Dies ist die traurige Geschichte des Glockenturms, der aus dem Reschensee aufragt
In Südtirol, genau gesagt in der Gemeinde Graun im Vinschgau (Bozen), erhebt sich ein ganz besonderes Bauwerk, vor allem aufgrund der Position in der es sich befindet. Aus den Wassern eines enormen Bergsees spitzt ein romanischer Glockenturm hervor, der im Lauf der Jahre zum ikonischen Sinnbild geworden ist, das man auch auf Postkarten bestaunen kann. Nur wenige wissen jedoch, was sich hinter diesem Bauwerk verbirgt. Eine legendenumrankte Geschichte, die leider auf Ungerechtigkeit beruht.
via venosta.net
Der Reschensee war zu der Zeit in der der Glockenturm entstand nicht so groß wie heute. In dieser Gegend gab es eigentlich drei Seen: Den Reschensee, den Graunsee und den See von St. Valentin auf der Heide. Heute haben sich die ersten beiden im großen Reschenbecken vereint, der dritte ist noch alleine.
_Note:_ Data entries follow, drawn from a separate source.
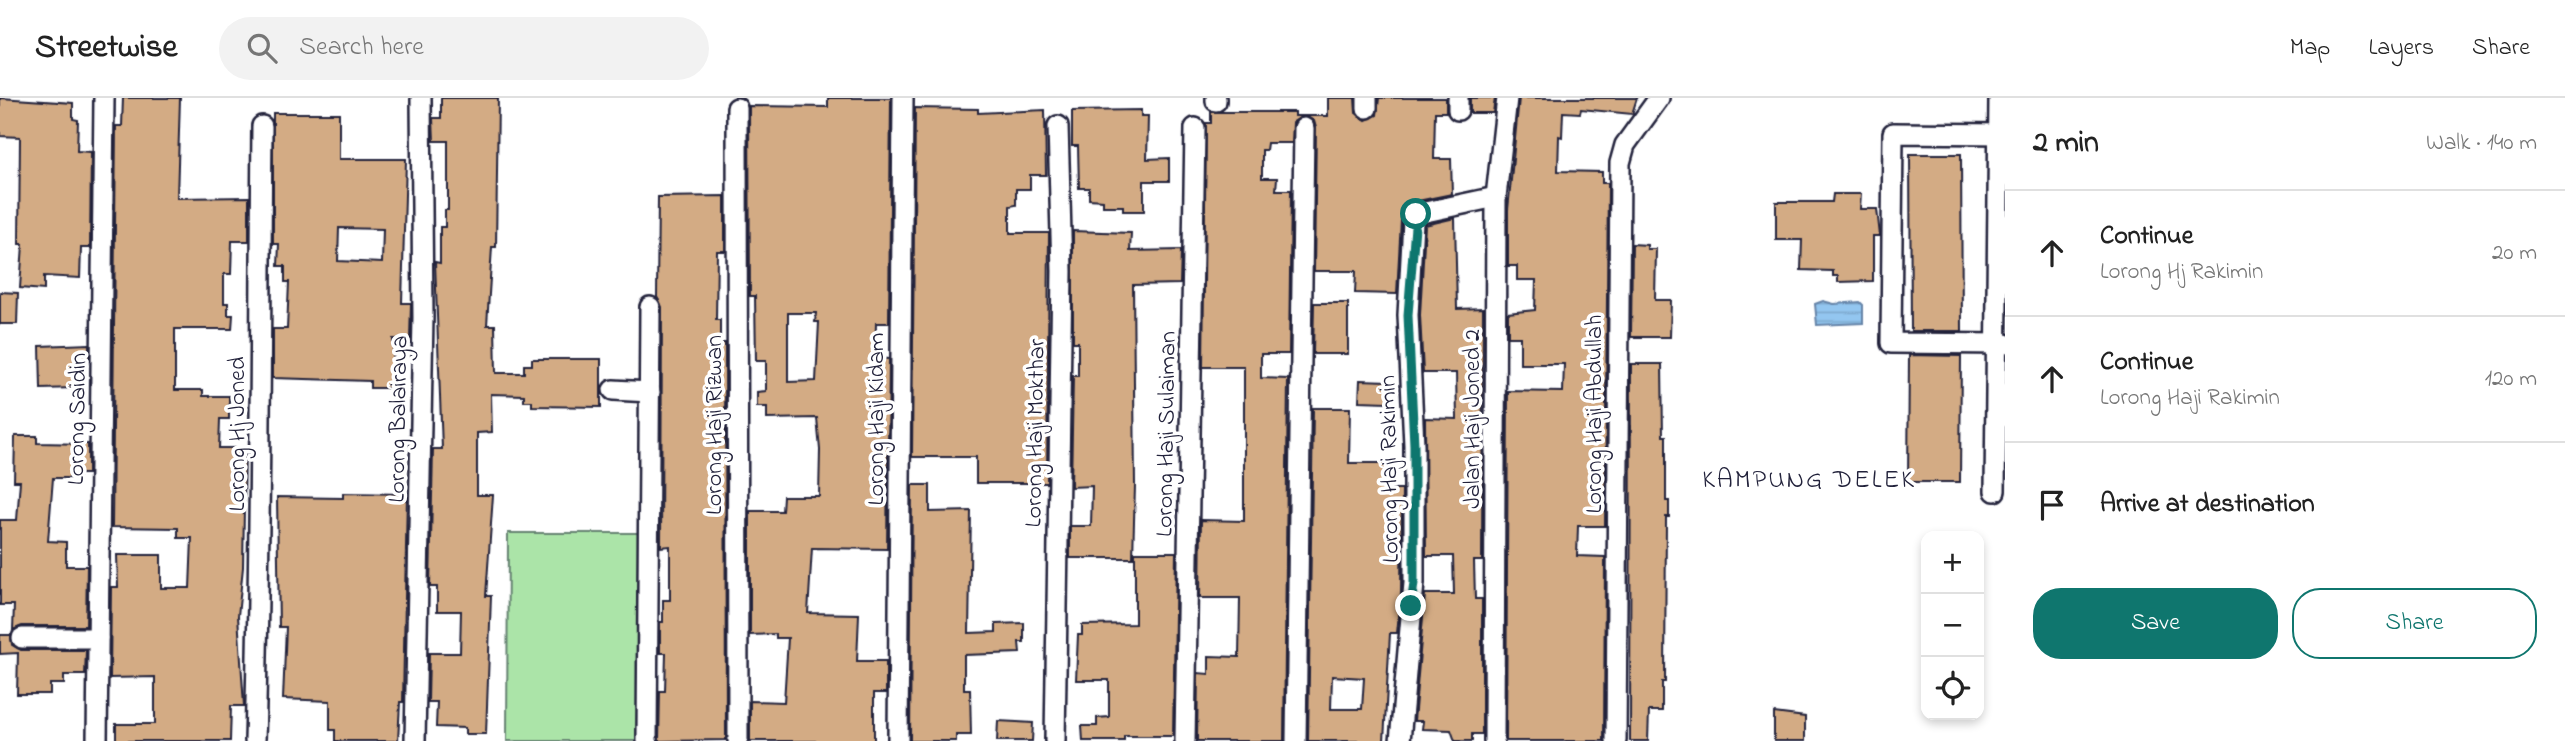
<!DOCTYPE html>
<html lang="en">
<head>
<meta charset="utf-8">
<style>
	body { margin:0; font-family:"Indie Flower",sans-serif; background:#f2f2f2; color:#222 }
	.controls { position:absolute; right:21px; bottom:21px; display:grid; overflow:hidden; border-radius:14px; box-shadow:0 4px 10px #0003 }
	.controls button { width:63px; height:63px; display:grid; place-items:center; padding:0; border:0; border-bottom:2px solid #e0e0e0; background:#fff; color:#222; font:35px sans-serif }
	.stop { position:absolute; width:21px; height:21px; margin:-16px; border:5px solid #0f766e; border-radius:50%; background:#fff }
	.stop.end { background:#0f766e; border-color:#fff; box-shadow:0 2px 7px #0008 }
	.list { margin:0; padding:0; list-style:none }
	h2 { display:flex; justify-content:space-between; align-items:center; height:91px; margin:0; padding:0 28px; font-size:30px }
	h2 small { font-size:23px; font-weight:400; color:#767676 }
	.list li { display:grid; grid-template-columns:46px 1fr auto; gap:21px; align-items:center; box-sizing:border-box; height:126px; padding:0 28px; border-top:2px solid #e0e0e0 }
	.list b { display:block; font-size:26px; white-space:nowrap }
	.list p { margin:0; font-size:23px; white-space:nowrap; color:#767676 }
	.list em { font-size:23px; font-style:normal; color:#767676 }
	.actions { display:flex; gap:14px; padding:21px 28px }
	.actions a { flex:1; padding:16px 0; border:2px solid #0f766e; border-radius:28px; text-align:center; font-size:24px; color:#0f766e }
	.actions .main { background:#0f766e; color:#fff }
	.icon { flex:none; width:38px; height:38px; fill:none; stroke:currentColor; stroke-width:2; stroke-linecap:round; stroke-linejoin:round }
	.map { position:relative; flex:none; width:2005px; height:643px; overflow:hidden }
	header { display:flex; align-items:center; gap:42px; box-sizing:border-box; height:98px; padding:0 35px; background:#fff; border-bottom:2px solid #e0e0e0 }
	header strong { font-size:33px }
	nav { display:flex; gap:38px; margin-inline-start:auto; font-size:24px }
	.search { width:490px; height:63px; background:#f2f2f2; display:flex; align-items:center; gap:18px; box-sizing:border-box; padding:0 24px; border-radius:38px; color:#767676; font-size:26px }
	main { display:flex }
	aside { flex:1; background:#fff }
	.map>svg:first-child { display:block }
	.pitch { fill:#abe4a8; stroke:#668372; stroke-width:2 }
	.water { fill:url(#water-rules); stroke:#6684a8; stroke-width:2 }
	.building { fill:#d3ab84; stroke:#22223b; stroke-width:2; fill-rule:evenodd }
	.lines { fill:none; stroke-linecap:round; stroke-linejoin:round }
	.minor-casing { stroke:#22223b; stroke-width:24 }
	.minor { stroke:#fff; stroke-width:19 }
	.route { stroke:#0f766e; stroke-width:9 }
	.labels { text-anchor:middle; stroke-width:7; stroke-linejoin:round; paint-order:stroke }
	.street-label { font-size:24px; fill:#22223b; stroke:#fff }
	.neighbourhood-label { font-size:26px; letter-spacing:2px; fill:#22223b; stroke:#fff }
</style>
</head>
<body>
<header>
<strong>Streetwise</strong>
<div class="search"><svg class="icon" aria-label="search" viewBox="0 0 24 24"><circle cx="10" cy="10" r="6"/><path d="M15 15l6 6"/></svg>Search here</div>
<nav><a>Map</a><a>Layers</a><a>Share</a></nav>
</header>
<main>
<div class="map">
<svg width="2005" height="643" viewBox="0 0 2005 643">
	<defs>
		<pattern id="water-rules" width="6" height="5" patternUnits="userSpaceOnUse" patternTransform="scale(1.75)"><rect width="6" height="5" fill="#93c6f0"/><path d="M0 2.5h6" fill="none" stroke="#7eaacf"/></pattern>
	</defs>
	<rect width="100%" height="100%" fill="#fff"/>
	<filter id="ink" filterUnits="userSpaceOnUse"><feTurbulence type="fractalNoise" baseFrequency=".0143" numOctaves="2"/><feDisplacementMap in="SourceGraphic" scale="14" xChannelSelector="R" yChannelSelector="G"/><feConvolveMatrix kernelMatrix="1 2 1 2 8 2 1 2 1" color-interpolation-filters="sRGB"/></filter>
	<g filter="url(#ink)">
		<path class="pitch" d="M 508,435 L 640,435 L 639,643 L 507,643 Z"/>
		<path class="water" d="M 1823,203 L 1834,206 L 1860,204 L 1863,207 L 1863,225 L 1817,227 L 1815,206 Z"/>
		<g class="building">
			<path d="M 0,0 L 73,5 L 73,21 L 78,22 L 77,53 L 91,54 L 90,150 L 81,150 L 80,180 L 44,178 L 44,192 L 20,190 L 23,146 L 19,146 L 20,39 L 0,38 Z"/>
			<path d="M 123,0 L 180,0 L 177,100 L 249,99 L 249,143 L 232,143 L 231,176 L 224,176 L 224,205 L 228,205 L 228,217 L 233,217 L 232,231 L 175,231 L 175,292 L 203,292 L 203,298 L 229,298 L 229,321 L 220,321 L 219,350 L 245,350 L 243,469 L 238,518 L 244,608 L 231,608 L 230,643 L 116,643 L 116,626 L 155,626 L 155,579 L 110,580 L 111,489 L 118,489 L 117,457 L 161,457 L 161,490 L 190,490 L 192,440 L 178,440 L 178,430 L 112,429 L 116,28 L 122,28 Z"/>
			<path d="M 441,0 L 498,0 L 496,149 L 492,149 L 487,227 L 495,227 L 496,275 L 524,275 L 524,267 L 532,267 L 532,261 L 601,261 L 601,309 L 532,308 L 532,303 L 524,303 L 524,297 L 491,296 L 492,334 L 477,335 L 477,397 L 493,397 L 486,498 L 491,498 L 486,636 L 465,636 L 465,630 L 436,629 L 437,604 L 428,604 L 429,555 L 460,555 L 461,513 L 437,513 L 437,489 L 430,489 L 433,351 L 442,351 L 435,164 L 440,165 L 440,129 L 445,129 L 445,112 L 448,112 L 448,43 L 434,43 L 433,20 L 441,20 Z"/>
			<path d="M 828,0 L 891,0 L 889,225 L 876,225 L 875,260 L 889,261 L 887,451 L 812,450 L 808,515 L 859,516 L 857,563 L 886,563 L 886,595 L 874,595 L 874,643 L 750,643 L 750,603 L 784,604 L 788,540 L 776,540 L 776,536 L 750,537 L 750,413 L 782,413 L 783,398 L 819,398 L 820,352 L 817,320 L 767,321 L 767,309 L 757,309 L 757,294 L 766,293 L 766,263 L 756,263 L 755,198 L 750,198 L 749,8 L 828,9 ZM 788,215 L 816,215 L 815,224 L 819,224 L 816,283 L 788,284 Z"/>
			<path d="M 1328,0 L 1355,0 L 1356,15 L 1366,22 L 1377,17 L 1379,0 L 1446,0 L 1446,14 L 1435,14 L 1434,61 L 1451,61 L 1452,96 L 1413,104 L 1405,111 L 1401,122 L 1397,196 L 1355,195 L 1356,173 L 1314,173 L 1316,30 L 1314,23 L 1305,18 L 1328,18 Z"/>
			<path d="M 1470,0 L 1495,0 L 1493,15 L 1470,15 Z"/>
			<path d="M 1519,0 L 1637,0 L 1632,16 L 1581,11 L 1580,15 L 1563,14 L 1562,39 L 1559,38 L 1558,73 L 1602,74 L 1602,85 L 1608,85 L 1605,428 L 1578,428 L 1577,458 L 1605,459 L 1604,643 L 1506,643 L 1508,293 L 1563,294 L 1564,266 L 1520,266 L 1520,239 L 1508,239 L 1508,215 L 1535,212 L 1536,182 L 1517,182 L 1517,168 L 1508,168 L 1508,112 Z"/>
			<path d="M 915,10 L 978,11 L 978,15 L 1045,12 L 1046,77 L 1030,77 L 1030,91 L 1016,91 L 1016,107 L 1010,108 L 1010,135 L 1049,135 L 1047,385 L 976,385 L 976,359 L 912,359 Z"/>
			<path d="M 1141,12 L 1141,18 L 1148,18 L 1147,61 L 1169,60 L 1169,83 L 1144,83 L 1144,113 L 1123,113 L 1123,108 L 1103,108 L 1103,102 L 1089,101 L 1089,90 L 1079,90 L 1078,48 L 1072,48 L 1072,13 Z"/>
			<path d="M 1211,14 L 1295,14 L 1295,18 L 1303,18 L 1293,24 L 1292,45 L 1267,45 L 1266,52 L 1262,52 L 1262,80 L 1277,80 L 1276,92 L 1291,92 L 1289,256 L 1261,256 L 1261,280 L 1288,281 L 1284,643 L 1197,643 L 1198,575 L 1209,576 L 1209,558 L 1239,559 L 1240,500 L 1200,500 L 1201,422 L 1244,423 L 1244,269 L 1203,269 L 1206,25 L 1211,25 Z"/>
			<path d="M 273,15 L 339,15 L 339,61 L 406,61 L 402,205 L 411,205 L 410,241 L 393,241 L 394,290 L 370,290 L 370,283 L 273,280 L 273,231 L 287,231 L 289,184 L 285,184 L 285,168 L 278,168 L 279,146 L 273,146 ZM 339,130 L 383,131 L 382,165 L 338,163 Z"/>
			<path d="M 1910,56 L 1961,56 L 1962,233 L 1911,233 Z"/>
			<path d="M 1833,96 L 1861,96 L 1860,111 L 1877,111 L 1880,138 L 1873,138 L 1873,183 L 1838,184 L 1838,178 L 1833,178 L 1833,173 L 1801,172 L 1802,142 L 1776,142 L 1776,104 L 1832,104 Z"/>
			<path d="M 725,98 L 725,153 L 717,153 L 716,222 L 720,222 L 720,245 L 725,245 L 726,642 L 659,643 L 660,593 L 665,593 L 666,555 L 660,555 L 660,524 L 663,524 L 663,502 L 670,502 L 670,448 L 661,449 L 662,209 L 657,199 L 658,99 Z"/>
			<path d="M 1455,120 L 1457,211 L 1483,210 L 1482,463 L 1474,463 L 1475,501 L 1482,501 L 1482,636 L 1472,636 L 1472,643 L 1455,643 L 1451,632 L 1422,631 L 1423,623 L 1414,623 L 1425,496 L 1454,496 L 1453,458 L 1426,458 L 1425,320 L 1457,321 L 1456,275 L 1423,275 L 1420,217 L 1425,127 Z"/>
			<path d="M 1073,133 L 1131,135 L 1130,153 L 1181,152 L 1180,186 L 1133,187 L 1135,387 L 1133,460 L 1070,460 L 1070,428 L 1091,428 L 1092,388 L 1071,389 L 1073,278 L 1078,278 L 1078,244 L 1073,244 Z"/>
			<path d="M 1632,146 L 1647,147 L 1647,151 L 1656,151 L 1655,202 L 1671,202 L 1670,239 L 1631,239 Z"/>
			<path d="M 0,194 L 18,195 L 17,226 L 0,226 Z"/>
			<path d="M 1314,205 L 1348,205 L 1348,256 L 1313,256 Z"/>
			<path d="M 89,246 L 89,263 L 75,263 L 75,290 L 41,291 L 40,248 Z"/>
			<path d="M 1909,257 L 1961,258 L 1960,384 L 1908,384 Z"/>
			<path d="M 1631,266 L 1662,266 L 1663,338 L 1666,338 L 1666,403 L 1669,403 L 1669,419 L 1666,419 L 1665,584 L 1662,584 L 1662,613 L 1649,613 L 1648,643 L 1630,643 Z"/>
			<path d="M 1360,282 L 1388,283 L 1388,304 L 1359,303 Z"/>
			<path d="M 1313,310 L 1350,310 L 1349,365 L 1389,365 L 1389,391 L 1402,391 L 1401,495 L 1397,535 L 1390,535 L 1384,643 L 1308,643 ZM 1332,578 L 1364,580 L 1362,611 L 1331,611 Z"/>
			<path d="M 15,338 L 37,338 L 37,345 L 88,346 L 88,376 L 79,376 L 79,380 L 53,380 L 48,443 L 66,444 L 66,468 L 87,468 L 86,528 L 22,528 L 13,532 L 14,507 L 0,507 L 0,422 L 17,422 L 20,383 L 14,383 Z"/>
			<path d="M 912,387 L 930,387 L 930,414 L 971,413 L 969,535 L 996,534 L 996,526 L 1024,525 L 1024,544 L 1019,544 L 1020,555 L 964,557 L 964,591 L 970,591 L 971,637 L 956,637 L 956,643 L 910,643 Z"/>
			<path d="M 343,395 L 407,396 L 403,604 L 400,604 L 398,643 L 335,643 L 335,632 L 330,632 L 330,603 L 283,601 L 286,529 L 279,529 L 277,399 L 343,400 Z"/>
			<path d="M 1135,454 L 1176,454 L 1173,638 L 1124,638 L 1124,643 L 1083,643 L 1082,628 L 1097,628 L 1097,620 L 1109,619 L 1109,582 L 1076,582 L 1078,537 L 1082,537 L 1082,527 L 1135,526 Z"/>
			<path d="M 0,537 L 11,537 L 12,547 L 21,552 L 86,552 L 85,577 L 64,577 L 64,586 L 50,586 L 50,596 L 17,596 L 18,555 L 0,556 Z"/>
			<path d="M 1774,615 L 1805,619 L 1805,643 L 1774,643 Z"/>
			<path d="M 998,623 L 1033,625 L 1032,643 L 997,643 Z"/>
		</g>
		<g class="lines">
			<g class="minor-casing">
				<g id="minor">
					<path d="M 1367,0 L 1367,10"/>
					<path d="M 1458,0 L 1458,12"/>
					<path d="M 1216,3 L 1216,0"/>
					<path d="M 737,10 L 738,643"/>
					<path d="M 2005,36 L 1893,35 L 1891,245 L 2005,246"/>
					<path d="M 613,292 L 650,294"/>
					<path d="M 1995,393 L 1999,0"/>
					<path d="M 22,540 L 98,540"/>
					<path d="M 97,643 L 104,0"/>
					<path d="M 255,643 C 261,438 260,233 262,28"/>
					<path d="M 415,643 L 423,219 L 421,0"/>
					<path d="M 647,643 L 650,209"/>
					<path d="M 898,643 L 903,0"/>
					<path d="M 1055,643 L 1062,173 L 1058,28"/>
					<path d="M 1185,643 L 1195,30"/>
					<path d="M 1296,643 L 1304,30"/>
					<path d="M 1400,643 L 1414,485 L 1414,347 L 1408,217 L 1413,123 L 1416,116 L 1496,99"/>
					<path d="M 1494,643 L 1496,99 L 1507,0"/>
					<path d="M 1616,643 L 1620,65 L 1625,47 L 1659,0"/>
				</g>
			</g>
			<use href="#minor" class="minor"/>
		</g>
	</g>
	<g class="lines" filter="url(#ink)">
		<path class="route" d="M 1411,508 L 1414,485 L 1414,347 L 1408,217 L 1416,116"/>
	</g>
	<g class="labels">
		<g class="street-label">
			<text transform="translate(1593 316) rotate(-90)" y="8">Lorong Haji Abdullah</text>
			<text transform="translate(76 321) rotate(-89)" y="8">Lorong Saidin</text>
			<text transform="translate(397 321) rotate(-89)" y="8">Lorong Balairaya</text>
			<text transform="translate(875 321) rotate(-90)" y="8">Lorong Haji Kidam</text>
			<text transform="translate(1471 321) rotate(-90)" y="8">Jalan Haji Joned 2</text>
			<text transform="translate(713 327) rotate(-90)" y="8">Lorong Haji Rizwan</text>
			<text transform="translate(1034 335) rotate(-89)" y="8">Lorong Haji Mokthar</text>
			<text transform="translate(236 336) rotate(-90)" y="8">Lorong Hj Joned</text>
			<text transform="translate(1165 336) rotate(-89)" y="8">Lorong Haji Sulaiman</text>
			<text transform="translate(1388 371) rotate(-91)" y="8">Lorong Haji Rakimin</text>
		</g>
		<g class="neighbourhood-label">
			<text x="1809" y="389">KAMPUNG DELEK</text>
		</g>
	</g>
</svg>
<div class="controls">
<button>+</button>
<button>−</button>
<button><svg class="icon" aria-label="locate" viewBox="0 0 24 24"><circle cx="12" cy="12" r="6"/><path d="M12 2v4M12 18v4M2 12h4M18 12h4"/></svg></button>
</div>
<div class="stop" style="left:1416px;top:116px"></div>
<div class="stop end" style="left:1411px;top:508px"></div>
</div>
<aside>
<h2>2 min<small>Walk · 140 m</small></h2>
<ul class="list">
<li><svg class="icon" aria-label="ahead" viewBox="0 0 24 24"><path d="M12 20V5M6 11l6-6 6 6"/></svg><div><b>Continue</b><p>Lorong Hj Rakimin</p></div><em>20 m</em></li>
<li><svg class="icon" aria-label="ahead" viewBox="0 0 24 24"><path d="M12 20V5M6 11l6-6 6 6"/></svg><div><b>Continue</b><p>Lorong Haji Rakimin</p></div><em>120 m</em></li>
<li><svg class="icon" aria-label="arrive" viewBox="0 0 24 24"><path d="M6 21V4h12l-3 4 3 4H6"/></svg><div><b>Arrive at destination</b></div></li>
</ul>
<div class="actions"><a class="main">Save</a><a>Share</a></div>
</aside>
</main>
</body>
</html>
Das Projekt entstand 1910 zu Gunsten der Produktion von Wasserstrom. Aber nur 10 Jahre später wurde das Projekt in Frage gestellt. Der ursprünliche Plan war weniger invasiv und sah es vor, dass das Gewässer um nur 5 Meter gehoben werden sollte. Aber 1939, mit dem Einstieg der Montecatini-Gruppe begannen die Arbeiten, den Wasserspiegel um 22 Meter anzuheben. Der Beginn des Krieges führte dazu, dass die Arbeiten still standen, aber sofort nach Kriegsende wurden die Arbeiten wieder aufgenommen.
Für den kleinen Ort Graun im Vinschgau und für einen Teil der Reschengemeinde bedeutete dies das Ende. Die Bürger (über 150 Familien) interpretierten dieses Projekt als großen Affrond der Regierung gegen sich, vor allem weil es zu einem Zeitpunkt stattfand, in dem man eigentlich andere Prioritäten hätte setzen müssen.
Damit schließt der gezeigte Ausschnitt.